-- Stored data follows --
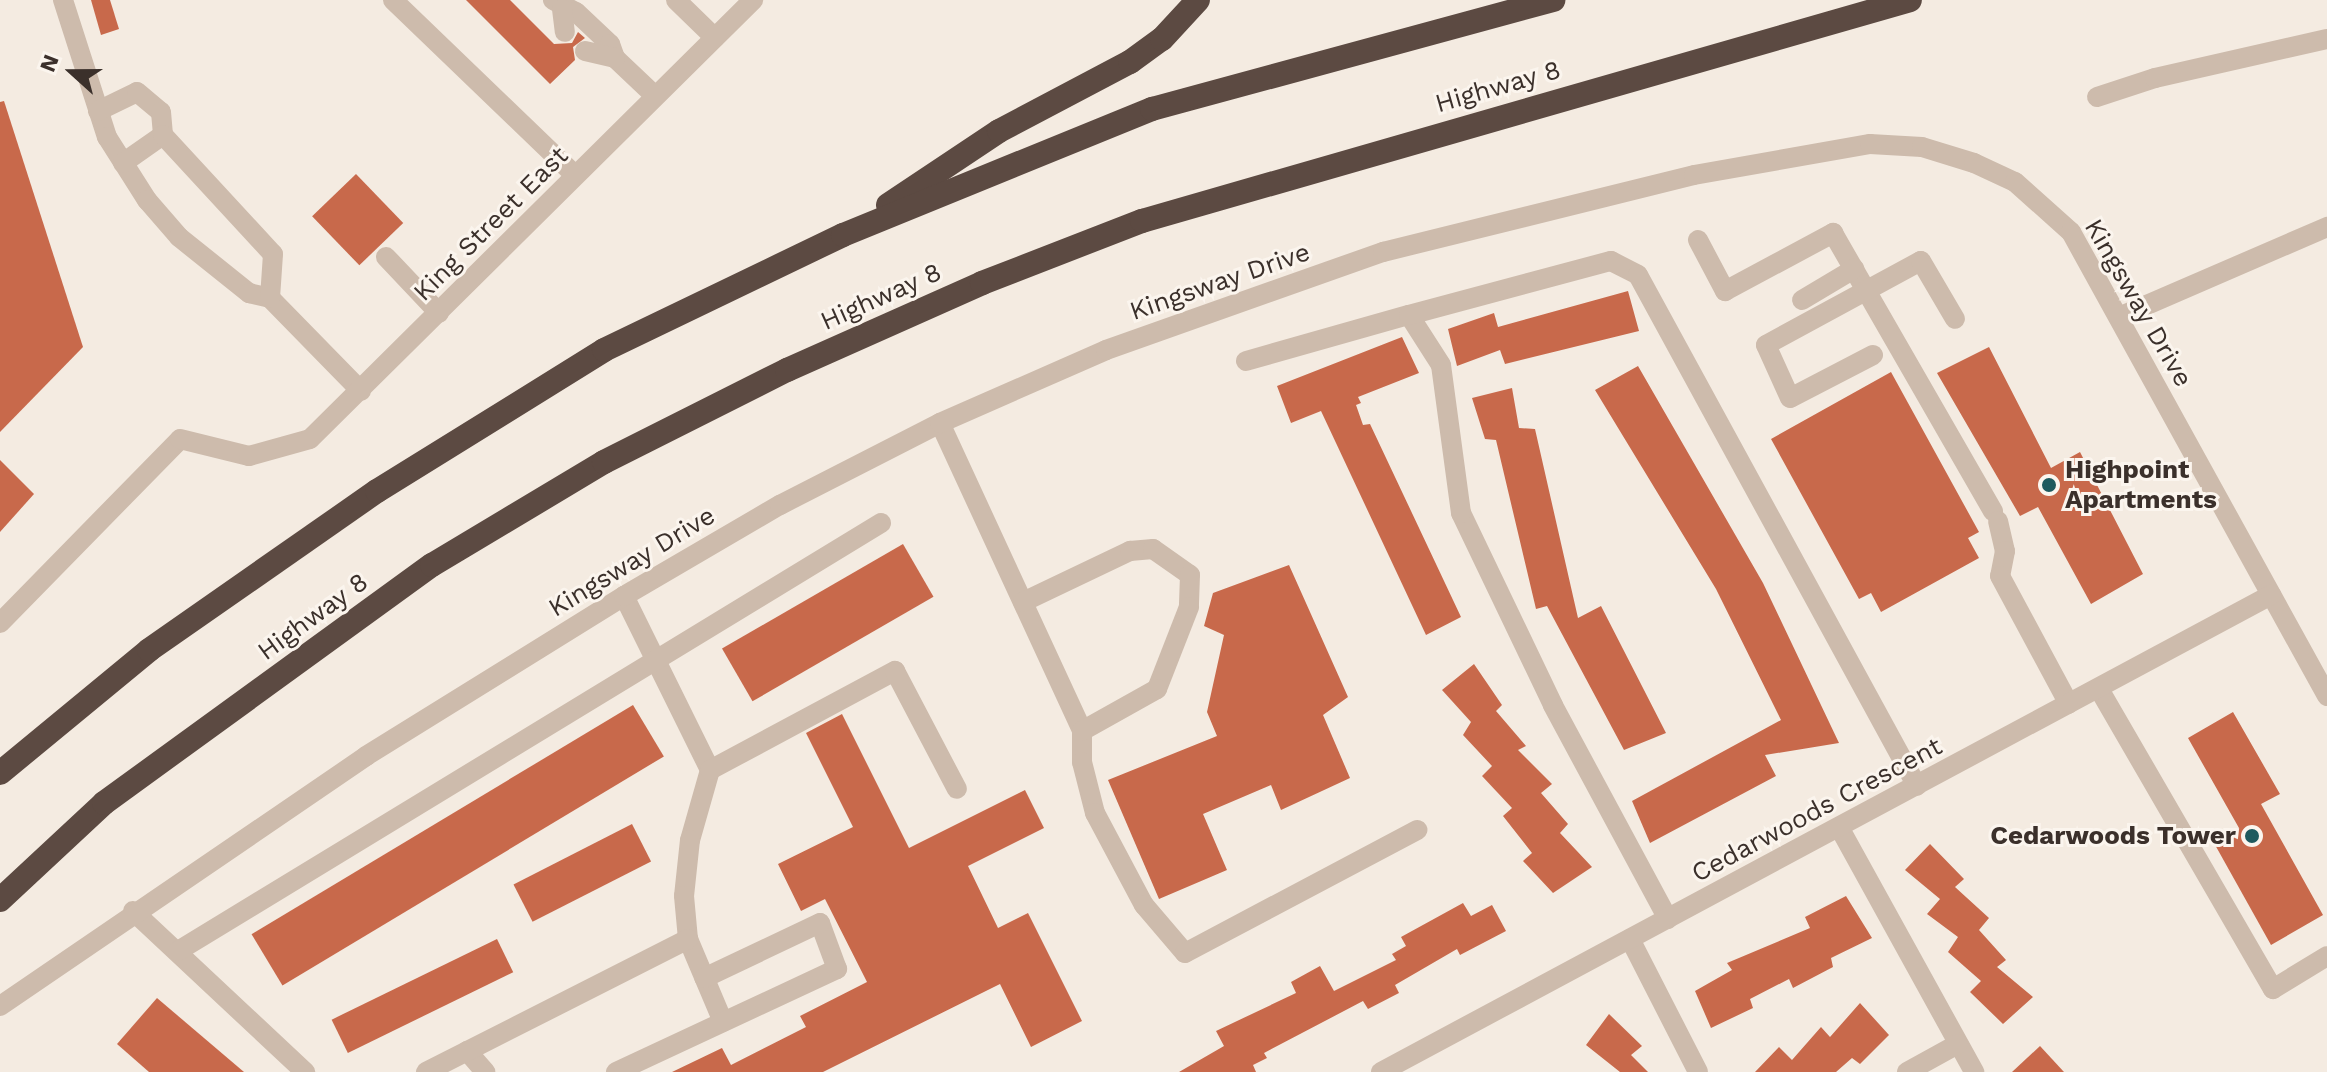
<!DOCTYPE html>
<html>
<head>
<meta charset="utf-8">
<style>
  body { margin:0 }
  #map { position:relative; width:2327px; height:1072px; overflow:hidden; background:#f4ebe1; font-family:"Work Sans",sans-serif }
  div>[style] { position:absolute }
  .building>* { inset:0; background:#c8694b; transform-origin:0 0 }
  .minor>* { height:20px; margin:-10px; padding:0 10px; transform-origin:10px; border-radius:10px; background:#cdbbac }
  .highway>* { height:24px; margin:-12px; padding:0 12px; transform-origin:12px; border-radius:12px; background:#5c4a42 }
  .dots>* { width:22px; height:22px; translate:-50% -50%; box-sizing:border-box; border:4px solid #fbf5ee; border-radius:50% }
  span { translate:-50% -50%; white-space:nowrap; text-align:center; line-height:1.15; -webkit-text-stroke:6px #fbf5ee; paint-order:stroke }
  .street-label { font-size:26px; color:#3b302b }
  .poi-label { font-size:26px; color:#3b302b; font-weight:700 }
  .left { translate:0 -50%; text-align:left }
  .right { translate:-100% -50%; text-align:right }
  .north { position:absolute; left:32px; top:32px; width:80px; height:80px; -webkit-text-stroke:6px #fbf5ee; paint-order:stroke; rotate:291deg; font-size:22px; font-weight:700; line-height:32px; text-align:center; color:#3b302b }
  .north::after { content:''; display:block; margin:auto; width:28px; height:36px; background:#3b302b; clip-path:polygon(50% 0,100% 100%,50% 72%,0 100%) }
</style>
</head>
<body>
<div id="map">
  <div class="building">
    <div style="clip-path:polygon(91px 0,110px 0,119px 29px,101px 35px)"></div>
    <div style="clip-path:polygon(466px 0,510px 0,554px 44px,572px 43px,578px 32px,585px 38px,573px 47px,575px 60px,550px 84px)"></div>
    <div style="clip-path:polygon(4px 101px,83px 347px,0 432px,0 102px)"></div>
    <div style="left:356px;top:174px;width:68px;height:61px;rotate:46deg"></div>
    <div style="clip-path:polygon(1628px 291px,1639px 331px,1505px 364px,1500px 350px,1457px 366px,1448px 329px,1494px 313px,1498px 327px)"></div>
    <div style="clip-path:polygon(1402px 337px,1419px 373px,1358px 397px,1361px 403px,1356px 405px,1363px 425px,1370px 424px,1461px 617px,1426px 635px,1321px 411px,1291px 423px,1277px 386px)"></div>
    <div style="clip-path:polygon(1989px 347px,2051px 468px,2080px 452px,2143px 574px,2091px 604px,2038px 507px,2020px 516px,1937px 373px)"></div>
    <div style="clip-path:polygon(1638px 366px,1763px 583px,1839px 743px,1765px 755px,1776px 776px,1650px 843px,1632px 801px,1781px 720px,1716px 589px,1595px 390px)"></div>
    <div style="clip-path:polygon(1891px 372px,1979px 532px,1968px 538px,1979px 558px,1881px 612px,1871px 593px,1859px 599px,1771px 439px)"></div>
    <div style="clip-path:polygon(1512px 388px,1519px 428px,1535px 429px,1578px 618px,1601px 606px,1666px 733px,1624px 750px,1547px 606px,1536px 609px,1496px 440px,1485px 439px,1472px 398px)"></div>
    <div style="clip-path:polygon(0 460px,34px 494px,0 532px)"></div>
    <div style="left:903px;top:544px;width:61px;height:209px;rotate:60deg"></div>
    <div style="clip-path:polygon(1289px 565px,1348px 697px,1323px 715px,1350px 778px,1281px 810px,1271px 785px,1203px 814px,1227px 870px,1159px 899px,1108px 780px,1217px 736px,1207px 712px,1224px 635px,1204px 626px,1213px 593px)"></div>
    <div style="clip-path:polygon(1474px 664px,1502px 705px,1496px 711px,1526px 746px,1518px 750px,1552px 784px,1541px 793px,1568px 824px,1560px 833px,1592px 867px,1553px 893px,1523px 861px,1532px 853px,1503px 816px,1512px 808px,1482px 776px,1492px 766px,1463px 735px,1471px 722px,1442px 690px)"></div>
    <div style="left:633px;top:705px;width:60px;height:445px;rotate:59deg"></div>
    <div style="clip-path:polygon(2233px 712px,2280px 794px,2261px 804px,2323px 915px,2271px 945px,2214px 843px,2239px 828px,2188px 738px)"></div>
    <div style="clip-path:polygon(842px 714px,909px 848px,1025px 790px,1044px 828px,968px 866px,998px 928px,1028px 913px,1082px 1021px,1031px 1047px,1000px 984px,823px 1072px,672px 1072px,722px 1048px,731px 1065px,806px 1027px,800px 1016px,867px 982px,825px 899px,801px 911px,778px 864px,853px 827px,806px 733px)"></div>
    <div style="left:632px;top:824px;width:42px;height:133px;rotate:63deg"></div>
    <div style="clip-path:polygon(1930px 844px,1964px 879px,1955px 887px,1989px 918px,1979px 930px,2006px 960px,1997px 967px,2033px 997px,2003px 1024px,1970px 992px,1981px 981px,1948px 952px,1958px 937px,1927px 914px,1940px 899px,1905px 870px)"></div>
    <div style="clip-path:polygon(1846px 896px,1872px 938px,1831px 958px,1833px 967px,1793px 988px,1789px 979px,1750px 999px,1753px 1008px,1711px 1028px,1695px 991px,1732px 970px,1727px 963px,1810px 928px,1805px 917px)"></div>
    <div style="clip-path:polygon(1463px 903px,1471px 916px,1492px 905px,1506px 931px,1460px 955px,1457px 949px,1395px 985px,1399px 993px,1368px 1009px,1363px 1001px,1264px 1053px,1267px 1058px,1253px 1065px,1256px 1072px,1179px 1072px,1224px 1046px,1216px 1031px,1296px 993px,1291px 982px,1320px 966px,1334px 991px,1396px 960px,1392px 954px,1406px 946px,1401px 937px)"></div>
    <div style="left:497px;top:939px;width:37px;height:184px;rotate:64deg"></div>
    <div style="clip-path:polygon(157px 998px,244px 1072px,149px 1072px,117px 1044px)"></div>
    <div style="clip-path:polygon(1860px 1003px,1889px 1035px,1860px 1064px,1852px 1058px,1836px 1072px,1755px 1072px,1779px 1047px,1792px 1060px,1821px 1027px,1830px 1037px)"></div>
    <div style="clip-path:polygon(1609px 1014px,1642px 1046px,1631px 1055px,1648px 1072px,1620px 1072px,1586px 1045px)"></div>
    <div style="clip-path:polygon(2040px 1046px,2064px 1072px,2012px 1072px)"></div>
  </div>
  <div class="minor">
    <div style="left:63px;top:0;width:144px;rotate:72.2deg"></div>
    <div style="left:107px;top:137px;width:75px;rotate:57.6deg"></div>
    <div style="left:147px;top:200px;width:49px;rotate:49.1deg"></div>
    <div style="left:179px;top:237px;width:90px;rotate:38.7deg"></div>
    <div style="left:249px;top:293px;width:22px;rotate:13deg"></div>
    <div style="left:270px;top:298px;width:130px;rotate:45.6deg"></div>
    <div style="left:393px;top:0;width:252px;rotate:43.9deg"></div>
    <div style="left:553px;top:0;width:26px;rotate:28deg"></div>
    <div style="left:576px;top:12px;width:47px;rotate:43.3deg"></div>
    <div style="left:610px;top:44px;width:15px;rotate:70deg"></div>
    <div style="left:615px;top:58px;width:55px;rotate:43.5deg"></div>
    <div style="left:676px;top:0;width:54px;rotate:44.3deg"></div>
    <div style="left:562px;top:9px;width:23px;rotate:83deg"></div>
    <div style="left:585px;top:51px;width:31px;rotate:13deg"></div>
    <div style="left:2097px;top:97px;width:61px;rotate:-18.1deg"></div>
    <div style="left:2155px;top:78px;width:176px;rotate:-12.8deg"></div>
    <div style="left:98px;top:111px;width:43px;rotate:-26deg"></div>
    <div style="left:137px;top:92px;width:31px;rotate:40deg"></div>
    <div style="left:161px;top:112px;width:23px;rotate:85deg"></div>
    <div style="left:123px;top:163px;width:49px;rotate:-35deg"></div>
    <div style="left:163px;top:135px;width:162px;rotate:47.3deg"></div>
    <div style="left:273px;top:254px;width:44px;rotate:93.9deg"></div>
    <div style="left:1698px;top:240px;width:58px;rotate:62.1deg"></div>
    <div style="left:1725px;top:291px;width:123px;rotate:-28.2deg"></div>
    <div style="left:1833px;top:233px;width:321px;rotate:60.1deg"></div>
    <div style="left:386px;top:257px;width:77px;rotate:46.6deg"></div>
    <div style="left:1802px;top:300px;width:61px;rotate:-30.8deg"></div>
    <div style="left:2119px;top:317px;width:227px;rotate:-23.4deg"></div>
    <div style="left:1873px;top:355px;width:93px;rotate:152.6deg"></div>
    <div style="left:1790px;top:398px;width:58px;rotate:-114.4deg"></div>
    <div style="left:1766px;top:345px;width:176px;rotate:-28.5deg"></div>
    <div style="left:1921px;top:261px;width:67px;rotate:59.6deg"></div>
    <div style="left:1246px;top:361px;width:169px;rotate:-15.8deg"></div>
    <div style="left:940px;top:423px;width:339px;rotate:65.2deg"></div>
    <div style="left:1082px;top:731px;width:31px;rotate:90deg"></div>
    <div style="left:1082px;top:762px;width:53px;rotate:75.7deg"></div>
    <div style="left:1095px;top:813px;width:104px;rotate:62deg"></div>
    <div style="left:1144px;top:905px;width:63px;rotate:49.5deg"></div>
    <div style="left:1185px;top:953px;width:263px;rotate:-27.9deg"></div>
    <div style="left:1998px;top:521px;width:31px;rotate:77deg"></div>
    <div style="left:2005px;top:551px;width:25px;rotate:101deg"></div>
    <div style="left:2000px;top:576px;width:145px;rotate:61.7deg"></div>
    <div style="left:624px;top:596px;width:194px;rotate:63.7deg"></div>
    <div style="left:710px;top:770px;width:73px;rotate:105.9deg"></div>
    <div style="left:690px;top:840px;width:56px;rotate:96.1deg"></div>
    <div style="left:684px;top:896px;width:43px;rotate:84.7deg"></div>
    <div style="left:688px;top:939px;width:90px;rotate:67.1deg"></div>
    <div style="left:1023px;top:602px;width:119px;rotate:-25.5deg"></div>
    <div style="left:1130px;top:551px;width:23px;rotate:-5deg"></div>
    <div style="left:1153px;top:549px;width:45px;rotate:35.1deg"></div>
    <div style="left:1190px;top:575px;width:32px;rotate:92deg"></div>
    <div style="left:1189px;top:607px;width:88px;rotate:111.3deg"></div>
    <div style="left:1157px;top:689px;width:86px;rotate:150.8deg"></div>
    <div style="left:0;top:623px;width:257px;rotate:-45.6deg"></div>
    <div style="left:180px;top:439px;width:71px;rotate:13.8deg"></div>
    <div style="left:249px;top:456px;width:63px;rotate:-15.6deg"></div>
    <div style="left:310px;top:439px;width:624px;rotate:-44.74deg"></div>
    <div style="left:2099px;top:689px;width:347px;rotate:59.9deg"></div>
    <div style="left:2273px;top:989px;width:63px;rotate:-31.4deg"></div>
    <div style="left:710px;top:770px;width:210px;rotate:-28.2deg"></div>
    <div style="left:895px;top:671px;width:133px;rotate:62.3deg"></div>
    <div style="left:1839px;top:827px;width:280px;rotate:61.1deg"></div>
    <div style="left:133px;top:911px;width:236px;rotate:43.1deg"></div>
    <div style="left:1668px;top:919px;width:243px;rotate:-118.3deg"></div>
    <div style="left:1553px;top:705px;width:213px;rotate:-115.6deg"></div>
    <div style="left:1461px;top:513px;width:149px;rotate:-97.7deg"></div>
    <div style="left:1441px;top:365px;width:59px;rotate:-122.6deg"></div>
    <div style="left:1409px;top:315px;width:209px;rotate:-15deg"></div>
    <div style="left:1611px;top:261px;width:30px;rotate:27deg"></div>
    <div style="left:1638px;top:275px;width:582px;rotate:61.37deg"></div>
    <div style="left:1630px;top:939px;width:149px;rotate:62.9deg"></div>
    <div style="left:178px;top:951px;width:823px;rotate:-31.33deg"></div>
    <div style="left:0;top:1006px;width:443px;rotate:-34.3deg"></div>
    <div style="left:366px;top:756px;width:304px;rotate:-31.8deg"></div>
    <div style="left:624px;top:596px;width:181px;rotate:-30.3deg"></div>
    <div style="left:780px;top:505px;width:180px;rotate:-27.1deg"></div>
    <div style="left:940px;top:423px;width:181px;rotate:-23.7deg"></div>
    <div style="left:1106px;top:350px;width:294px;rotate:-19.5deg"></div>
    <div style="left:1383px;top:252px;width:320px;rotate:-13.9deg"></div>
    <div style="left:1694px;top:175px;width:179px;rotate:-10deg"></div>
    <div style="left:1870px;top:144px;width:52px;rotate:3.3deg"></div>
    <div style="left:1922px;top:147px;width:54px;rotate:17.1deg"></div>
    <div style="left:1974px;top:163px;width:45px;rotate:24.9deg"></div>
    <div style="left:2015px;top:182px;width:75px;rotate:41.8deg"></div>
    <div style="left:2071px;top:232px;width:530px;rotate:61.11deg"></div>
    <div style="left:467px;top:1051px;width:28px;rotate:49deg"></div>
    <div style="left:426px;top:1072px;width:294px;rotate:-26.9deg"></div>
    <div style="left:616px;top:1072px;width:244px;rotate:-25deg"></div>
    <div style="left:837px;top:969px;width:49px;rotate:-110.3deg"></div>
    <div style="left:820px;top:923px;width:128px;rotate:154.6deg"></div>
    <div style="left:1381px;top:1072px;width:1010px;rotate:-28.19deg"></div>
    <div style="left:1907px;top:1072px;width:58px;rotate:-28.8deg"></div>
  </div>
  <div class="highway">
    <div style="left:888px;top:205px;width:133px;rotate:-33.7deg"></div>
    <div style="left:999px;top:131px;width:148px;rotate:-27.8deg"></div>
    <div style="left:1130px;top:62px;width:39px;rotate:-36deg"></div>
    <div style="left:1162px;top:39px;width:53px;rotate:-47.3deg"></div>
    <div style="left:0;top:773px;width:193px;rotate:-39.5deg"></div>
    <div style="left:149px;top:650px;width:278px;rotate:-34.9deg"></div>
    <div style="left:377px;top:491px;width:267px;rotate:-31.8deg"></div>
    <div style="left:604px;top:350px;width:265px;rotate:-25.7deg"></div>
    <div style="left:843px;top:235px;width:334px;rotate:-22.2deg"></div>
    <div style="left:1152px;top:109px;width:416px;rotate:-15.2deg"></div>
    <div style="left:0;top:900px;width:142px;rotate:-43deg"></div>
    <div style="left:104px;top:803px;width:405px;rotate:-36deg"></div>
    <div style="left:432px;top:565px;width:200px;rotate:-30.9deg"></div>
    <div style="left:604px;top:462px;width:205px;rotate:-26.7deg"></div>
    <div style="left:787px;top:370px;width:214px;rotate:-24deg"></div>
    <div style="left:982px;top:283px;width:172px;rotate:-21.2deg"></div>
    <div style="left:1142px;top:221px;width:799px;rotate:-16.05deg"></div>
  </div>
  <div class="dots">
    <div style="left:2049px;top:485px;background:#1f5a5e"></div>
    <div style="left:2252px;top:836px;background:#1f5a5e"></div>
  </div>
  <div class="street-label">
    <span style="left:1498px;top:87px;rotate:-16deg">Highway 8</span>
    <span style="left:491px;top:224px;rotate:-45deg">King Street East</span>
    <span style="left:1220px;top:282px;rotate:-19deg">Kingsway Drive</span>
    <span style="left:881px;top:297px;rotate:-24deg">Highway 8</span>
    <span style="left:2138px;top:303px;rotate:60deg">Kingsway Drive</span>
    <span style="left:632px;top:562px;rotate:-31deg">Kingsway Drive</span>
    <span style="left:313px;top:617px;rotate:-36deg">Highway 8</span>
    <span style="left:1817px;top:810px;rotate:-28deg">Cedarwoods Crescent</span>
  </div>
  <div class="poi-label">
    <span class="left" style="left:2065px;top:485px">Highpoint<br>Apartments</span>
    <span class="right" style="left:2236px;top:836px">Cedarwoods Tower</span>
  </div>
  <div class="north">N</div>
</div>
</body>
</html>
-- Stored data concluded --
Begin with the first line of the entries above and write out each line exactly, ending with the line containing "position:relative; width:2327px; height:1072px;". Leave out pictures.

<!DOCTYPE html>
<html>
<head>
<meta charset="utf-8">
<style>
  body { margin:0 }
  #map { position:relative; width:2327px; height:1072px; overflow:hidden; background:#f4ebe1; font-family:"Work Sans",sans-serif }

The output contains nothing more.